Since 2005, the Royal College of Midwives’ (RCM) Campaign for Normal Births (succeeded by Better Births back in 2014) has sought to demedicalize childbirth and reduce the number of invasive and potentially unnecessary procedures many women were subjected to during labor.
But there are fears the pendulum may have swung too far. In a 2017 article in The Times entitled "Midwives back down on natural childbirth," RCM chief executive Cathy Warwick admitted that the campaign had created the wrong impression. "What we don’t want to do is contribute to any sense that a woman has failed because she hasn’t had a normal birth. Unfortunately that seems to be how some women feel," she told the Times.
Murphy certainly does.
"There is this pressure from social media for women to feel that they’ve achieved something if they’ve done it without pain relief," she says. "I think some of the hospital staff have that attitude—the nurses were saying 'you’re being a drama queen,' basically."
Mandy Forrester, Head of Quality and Standards at the RCM, says that the "normal birth" agenda is no longer valid. "Now midwifery is all about personalized care," she says. "But the majority of NHS trusts aren’t providing in depth antenatal education… and it would probably help laboring women’s expectations."
Of course, midwife support is crucial. Some evidence suggests women who are well supported by midwives and partners throughout their labor are the ones who manage their pain the most effectively and require the fewest drugs. But there needs to be more honesty from the healthcare community about the amount of pain labor can cause so that women can advocate for themselves, argues Birth Association spokesperson Kim Thomas.

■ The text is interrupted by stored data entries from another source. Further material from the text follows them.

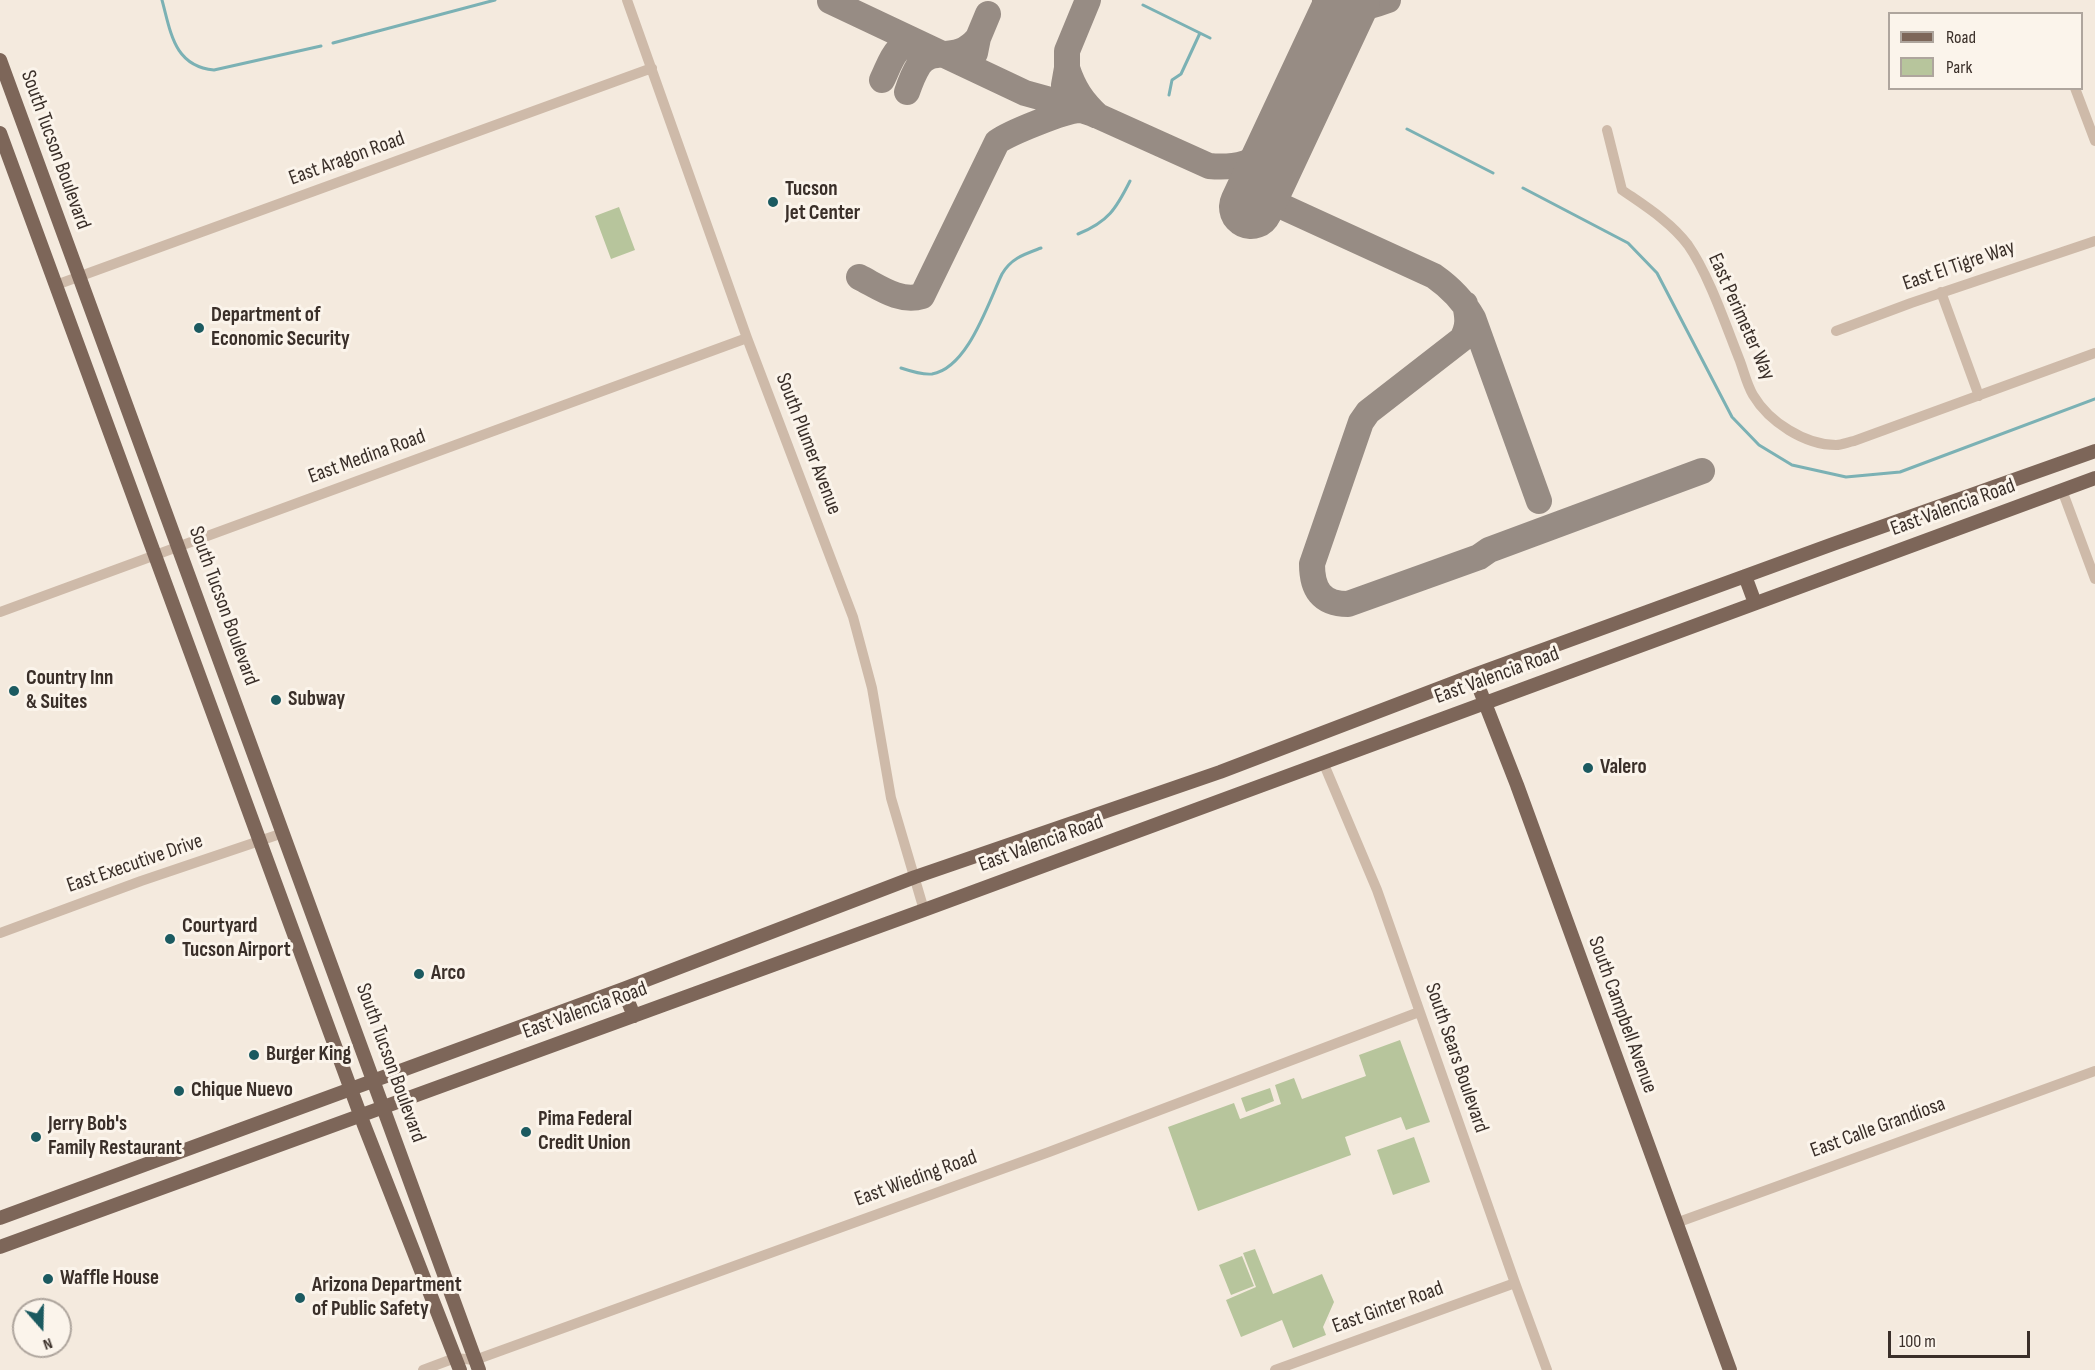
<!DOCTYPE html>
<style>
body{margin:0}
#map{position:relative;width:2095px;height:1370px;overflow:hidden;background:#f4eade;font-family:"Sofia Sans Condensed",sans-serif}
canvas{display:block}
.legend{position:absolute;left:1888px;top:12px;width:195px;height:78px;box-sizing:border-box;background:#fbf4eb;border:2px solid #aea59d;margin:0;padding:8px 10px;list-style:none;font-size:18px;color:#3a2f29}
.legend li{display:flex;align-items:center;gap:12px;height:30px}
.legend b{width:30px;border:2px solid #aea59d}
.north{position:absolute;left:12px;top:1298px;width:60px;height:60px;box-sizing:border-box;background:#fbf4eb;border:2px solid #aea59d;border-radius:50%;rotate:160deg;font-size:16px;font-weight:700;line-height:24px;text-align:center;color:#3a2f29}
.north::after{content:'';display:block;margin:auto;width:21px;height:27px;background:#1b5a60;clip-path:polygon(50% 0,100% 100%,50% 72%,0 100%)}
.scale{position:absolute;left:1888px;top:1331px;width:142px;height:27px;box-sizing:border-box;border:3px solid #3a2f29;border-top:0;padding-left:8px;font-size:18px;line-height:21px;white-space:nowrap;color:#3a2f29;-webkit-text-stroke:4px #fbf4eb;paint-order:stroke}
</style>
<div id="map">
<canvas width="2095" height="1370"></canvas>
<ul class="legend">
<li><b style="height:8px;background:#7d6659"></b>Road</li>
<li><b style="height:16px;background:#b7c59c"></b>Park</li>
</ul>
<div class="north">N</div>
<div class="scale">100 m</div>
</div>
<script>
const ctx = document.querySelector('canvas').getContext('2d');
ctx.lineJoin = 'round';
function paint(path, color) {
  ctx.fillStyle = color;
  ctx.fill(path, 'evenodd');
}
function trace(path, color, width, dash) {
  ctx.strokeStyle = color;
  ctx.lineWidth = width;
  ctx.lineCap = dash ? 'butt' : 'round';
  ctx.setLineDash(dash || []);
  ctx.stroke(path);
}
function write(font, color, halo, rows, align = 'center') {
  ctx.font = font + ' "Sofia Sans Condensed",sans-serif';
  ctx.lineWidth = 6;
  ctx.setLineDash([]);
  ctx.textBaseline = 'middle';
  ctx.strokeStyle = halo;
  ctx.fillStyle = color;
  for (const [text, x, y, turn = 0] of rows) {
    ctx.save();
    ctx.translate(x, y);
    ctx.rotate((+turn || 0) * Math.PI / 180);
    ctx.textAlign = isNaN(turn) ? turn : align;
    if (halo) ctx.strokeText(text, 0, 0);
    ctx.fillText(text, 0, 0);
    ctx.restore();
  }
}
const green = new Path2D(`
 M 619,207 L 635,250 L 611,259 L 595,216 Z
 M 1400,1040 L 1430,1122 L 1406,1130 L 1401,1117 L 1345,1137 L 1351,1155 L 1198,1211 L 1168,1127 L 1234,1103 L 1240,1119 L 1281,1104 L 1275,1085 L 1294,1078 L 1302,1099 L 1366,1076 L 1359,1055 Z
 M 1270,1088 L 1274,1101 L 1246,1112 L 1241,1098 Z
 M 1414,1137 L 1430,1182 L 1393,1195 L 1377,1150 Z
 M 1255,1249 L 1273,1294 L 1322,1274 L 1334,1302 L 1323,1327 L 1326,1335 L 1293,1348 L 1282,1320 L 1241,1337 L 1226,1300 L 1256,1287 L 1243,1253 Z
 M 1242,1256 L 1254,1286 L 1231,1295 L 1219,1265 Z`);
const stream = new Path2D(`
 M 162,0 C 171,33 174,66 214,70 L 321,46
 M 1143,5 L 1210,38
 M 333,43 L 495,0
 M 1169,95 L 1172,80 L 1181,74 L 1200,33
 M 1407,129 L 1493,173
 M 1523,188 L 1628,243 L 1657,273 L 1732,417 L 1759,445 L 1792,465 L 1846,477 L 1900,472 L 2095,399
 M 1078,234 C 1108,222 1116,209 1130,181
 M 901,368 C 910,371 922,375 932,374 C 968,368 988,303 1002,274 C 1011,258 1025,254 1041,248`);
const taxiway = new Path2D(`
 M 1325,0 C 1352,12 1361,10 1388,0
 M 830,1 L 1025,93 L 1083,109
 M 1329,41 C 1339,26 1348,16 1365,8
 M 975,53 L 978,38 L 988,14
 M 1067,68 C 1074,89 1082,101 1098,116 L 1209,166 C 1241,169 1253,161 1280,146
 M 882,80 C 891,62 895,40 919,44
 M 1064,85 L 1067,68 L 1067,51 L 1088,0
 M 907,92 C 910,83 914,73 919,65 C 933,45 956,65 978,38
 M 1257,195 L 1434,276 C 1451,288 1463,300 1473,318 L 1539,501
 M 859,277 C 879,287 900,303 922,296 L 997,142 C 1009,133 1066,110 1080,110 C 1086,111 1093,114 1098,116
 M 1465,304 C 1468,318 1469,326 1462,339 L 1368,412 L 1361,422 L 1312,564 C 1312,589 1321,604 1348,604 L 1479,557 L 1489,550 L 1702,471`);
const runway = new Path2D(`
 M 1251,207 L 1348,0`);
const minor = new Path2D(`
 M 627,0 L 747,338 L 853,617 L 872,688 L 891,798 L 924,910
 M 2075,88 L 2095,141
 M 1607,130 L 1622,190 C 1645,206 1671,222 1688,245 C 1709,275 1726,326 1740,361 C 1744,372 1747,385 1753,395 C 1769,422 1805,445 1836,445 C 1842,445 1848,442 1854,441 L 2095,353
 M 56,285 L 652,68
 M 1941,292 L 1979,396
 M 1836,331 L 1911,303 L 2095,241
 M 2062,490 L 2095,579
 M 0,612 L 747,338
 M 1323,762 L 1377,890 L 1515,1283 L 1547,1370
 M 0,933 L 141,881 L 283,833
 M 1676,1223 L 2095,1071
 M 423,1370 L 455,1358 L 475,1360 L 1049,1152 L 1419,1012
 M 1275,1370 L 1515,1283`);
const major = new Path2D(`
 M 0,60 L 479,1370
 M 0,133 L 364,1125 L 460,1370
 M 1745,576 L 1755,603
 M 1474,675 L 1517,785 L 1730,1370
 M 623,989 L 634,1016
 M 0,1218 L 623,989 L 915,877 L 1220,772 L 1474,675 L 1833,544 L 2095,451
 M 0,1247 L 924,910 L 2095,478`);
const markers = [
 [773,202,6,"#1b5a60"],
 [199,328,6,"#1b5a60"],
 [14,691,6,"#1b5a60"],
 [276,700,6,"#1b5a60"],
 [1588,768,6,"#1b5a60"],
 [170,939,6,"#1b5a60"],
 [419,974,6,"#1b5a60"],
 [254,1055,6,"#1b5a60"],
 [179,1091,6,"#1b5a60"],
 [526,1132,6,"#1b5a60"],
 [36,1137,6,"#1b5a60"],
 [48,1279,6,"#1b5a60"],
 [300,1298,6,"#1b5a60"]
];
const streetNames = [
 ["South Tucson Boulevard",55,150,70],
 ["East Aragon Road",347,159,-20],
 ["East El Tigre Way",1959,266,-19],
 ["East Perimeter Way",1741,317,66],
 ["South Plumer Avenue",808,444,69],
 ["East Medina Road",367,457,-20],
 ["East Valencia Road",1953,508,-20],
 ["South Tucson Boulevard",223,606,70],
 ["East Valencia Road",1497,676,-20],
 ["East Valencia Road",1041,844,-20],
 ["East Executive Drive",135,864,-19],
 ["East Valencia Road",585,1011,-20],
 ["South Campbell Avenue",1622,1015,70],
 ["South Sears Boulevard",1456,1058,71],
 ["South Tucson Boulevard",390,1063,70],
 ["East Calle Grandiosa",1878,1128,-20],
 ["East Wieding Road",916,1179,-20],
 ["East Ginter Road",1388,1308,-20]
];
const poiNames = [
 ["Tucson",785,190],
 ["Jet Center",785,214],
 ["Department of",211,316],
 ["Economic Security",211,340],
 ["Country Inn",26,679],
 ["& Suites",26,703],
 ["Subway",288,700],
 ["Valero",1600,768],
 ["Courtyard",182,927],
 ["Tucson Airport",182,951],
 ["Arco",431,974],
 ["Burger King",266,1055],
 ["Chique Nuevo",191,1091],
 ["Pima Federal",538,1120],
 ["Credit Union",538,1144],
 ["Jerry Bob's",48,1125],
 ["Family Restaurant",48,1149],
 ["Waffle House",60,1279],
 ["Arizona Department",312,1286],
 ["of Public Safety",312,1310]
];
paint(green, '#b7c59c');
trace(stream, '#7bb1b4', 3);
trace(taxiway, '#978c84', 26);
trace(runway, '#978c84', 64);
trace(minor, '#cebaa9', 10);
trace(major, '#7d6659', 14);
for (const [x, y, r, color] of markers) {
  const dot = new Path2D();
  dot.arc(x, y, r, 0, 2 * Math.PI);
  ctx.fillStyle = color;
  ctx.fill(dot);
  trace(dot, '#fbf4eb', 2);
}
write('21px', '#3a2f29', '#fbf4eb', streetNames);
write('bold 21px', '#3a2f29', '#fbf4eb', poiNames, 'left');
</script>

Her perspective is supported by a study published in peer-reviewed journal BMC Pregnancy Childbirth that found the current approach of antenatal preparation in the NHS—of asking women to make decisions antenatally for pain relief in labor—needs reviewing. The study found that women had too much uncertainty about the level of pain they would experience in labor and the effect of different methods of pain relief. Another study found significant discrepancies between women's expectations of labor and their actual experience, concluding that many women go into labor vastly underestimating pain and overestimating their ability to manage without drugs.
"If women want an epidural and they understand there’s a risk to it," Thomas concludes, "that’s their choice."